Tranzwatching in Adelaide, South Australia.
An aspect of funding public transport, whether operations or infrastructure, that arises in Canada, Australia, USA, Germany etc is the triple layers of Government that occur in Federal systems. All these larger countries have a Federal Government, a State or Provincial Government and city government. Often cities pay relatively small proportions of the costs of public transport infrastructure and the "senior" governments foot the greater costs..
In Australia, State Governments rather than Federal Government appear to the biggest players in public transport and in most cases operate transit systems not only in the bigger cities, such as Perth, Sydney, Brisbane etc but also across the whole state. For example, NSW Transit operates buses and trains in (and tofro) Wollongong and Newcastle, not just Sydney.
This week the South Australia State Government (a State with less than half the population of NZ) announced it has allocated $5.2 million to the erection of 700 new bus shelters across the state.

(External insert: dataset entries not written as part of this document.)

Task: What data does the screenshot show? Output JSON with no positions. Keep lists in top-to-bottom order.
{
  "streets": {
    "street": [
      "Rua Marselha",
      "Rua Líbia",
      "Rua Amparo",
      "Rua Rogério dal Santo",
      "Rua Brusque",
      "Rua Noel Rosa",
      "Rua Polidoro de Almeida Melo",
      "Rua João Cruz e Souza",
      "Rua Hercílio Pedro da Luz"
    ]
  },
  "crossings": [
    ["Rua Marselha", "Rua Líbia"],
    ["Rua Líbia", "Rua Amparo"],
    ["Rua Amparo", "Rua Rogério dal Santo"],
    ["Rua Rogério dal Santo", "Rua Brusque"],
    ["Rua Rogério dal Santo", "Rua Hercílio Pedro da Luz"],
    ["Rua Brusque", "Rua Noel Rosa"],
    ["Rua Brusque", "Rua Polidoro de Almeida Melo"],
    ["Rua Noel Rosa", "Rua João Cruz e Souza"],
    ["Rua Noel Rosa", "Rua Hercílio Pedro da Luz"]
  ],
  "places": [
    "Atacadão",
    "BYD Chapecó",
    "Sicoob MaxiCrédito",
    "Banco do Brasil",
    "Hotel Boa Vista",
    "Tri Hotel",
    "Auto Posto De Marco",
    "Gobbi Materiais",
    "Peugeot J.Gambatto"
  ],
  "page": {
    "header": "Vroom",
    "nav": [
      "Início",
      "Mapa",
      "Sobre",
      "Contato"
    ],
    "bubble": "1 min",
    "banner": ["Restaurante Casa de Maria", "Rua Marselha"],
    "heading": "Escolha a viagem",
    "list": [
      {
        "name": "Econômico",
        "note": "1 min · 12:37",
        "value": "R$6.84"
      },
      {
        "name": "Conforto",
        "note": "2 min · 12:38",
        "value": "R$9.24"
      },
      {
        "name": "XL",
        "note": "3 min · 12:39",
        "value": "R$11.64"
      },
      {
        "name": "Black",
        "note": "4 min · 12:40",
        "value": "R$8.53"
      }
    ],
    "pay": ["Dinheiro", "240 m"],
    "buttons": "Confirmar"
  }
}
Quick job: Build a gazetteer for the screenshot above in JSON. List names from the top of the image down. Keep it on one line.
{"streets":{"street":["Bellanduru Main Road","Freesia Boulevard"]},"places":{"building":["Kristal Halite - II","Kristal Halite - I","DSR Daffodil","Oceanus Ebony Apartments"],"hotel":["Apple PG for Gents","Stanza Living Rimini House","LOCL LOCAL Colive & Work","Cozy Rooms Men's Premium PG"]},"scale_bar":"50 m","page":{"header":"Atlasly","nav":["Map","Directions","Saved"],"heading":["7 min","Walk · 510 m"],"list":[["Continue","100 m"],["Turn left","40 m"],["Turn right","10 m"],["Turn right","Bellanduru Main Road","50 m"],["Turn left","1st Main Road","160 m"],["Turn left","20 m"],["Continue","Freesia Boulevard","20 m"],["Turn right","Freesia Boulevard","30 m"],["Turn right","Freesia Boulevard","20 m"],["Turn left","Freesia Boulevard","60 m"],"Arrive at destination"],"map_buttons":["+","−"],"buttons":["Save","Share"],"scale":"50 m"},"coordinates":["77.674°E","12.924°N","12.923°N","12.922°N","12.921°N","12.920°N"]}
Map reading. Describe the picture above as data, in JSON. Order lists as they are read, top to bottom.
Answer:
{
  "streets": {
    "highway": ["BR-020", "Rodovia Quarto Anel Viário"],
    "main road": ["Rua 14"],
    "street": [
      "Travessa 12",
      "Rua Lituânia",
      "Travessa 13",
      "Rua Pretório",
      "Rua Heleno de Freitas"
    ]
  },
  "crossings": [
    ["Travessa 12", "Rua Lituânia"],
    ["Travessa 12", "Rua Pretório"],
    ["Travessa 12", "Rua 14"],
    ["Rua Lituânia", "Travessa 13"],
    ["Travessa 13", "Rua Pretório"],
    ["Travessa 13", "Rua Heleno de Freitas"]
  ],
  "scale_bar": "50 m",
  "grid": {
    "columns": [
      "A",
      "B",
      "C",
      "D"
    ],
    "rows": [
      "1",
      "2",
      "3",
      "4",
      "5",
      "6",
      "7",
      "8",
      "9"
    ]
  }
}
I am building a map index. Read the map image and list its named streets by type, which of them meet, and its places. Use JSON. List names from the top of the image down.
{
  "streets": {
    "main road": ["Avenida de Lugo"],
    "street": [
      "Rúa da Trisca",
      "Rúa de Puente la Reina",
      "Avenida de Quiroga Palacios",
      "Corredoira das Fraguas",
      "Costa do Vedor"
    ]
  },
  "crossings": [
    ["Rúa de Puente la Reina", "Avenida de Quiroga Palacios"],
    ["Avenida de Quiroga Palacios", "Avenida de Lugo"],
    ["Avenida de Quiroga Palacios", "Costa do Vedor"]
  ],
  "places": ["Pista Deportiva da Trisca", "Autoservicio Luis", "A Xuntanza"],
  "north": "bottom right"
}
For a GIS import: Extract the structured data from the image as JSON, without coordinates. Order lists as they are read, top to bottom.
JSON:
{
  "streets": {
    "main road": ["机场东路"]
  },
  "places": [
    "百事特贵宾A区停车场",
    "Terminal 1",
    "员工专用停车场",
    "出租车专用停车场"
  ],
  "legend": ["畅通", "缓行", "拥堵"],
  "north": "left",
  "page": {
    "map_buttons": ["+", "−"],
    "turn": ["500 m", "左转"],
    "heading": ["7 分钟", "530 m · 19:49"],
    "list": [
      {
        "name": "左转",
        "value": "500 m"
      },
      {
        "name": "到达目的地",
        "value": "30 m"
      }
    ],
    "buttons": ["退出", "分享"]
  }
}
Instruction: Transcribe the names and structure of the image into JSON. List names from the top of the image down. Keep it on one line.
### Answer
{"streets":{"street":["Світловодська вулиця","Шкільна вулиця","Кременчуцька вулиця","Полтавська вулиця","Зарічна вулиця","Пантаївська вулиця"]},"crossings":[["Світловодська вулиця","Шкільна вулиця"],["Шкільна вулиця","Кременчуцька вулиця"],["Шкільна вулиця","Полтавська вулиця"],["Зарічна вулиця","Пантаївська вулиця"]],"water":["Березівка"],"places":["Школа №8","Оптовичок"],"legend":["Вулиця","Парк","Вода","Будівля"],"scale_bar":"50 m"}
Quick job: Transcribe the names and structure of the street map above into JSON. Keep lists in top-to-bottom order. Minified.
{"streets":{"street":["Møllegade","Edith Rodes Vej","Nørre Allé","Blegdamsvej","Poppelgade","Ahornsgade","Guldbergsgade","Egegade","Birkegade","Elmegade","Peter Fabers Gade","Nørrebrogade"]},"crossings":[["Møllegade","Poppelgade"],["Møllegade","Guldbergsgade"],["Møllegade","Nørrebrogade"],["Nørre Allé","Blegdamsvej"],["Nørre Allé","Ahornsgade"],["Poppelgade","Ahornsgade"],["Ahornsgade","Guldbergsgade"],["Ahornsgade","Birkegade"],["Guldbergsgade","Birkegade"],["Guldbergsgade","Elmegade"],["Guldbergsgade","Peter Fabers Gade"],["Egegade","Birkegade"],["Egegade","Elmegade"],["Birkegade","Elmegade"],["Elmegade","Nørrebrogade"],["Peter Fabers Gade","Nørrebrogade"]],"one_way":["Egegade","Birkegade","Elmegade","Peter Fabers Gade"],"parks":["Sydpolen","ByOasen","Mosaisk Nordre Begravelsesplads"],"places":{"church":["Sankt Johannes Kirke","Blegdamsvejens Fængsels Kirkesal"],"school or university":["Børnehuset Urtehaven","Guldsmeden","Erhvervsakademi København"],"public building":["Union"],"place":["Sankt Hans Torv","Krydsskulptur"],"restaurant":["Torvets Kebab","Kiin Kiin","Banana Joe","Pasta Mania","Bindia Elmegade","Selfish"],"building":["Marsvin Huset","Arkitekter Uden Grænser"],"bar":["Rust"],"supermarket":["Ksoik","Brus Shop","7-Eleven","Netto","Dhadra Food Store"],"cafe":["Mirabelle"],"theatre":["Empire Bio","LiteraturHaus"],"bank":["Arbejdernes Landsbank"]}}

For New Zealand to achieve the same level of consistent, spread of public transport funding, or to be be in anyway competitive with Australian states, the country's central Government would need to be far more actively involved in setting and funding strategy and service quality frequency and benchmarks. In the New Zealand context, the state would set standards with the same commitment NZ Transport Agency recently gave to introducing fare box recovery benchmarks, whilst operation of services, as now, would be under the auspices of regional authorities and supply of services would come from contracted private operators successful in tender, or commercial operations.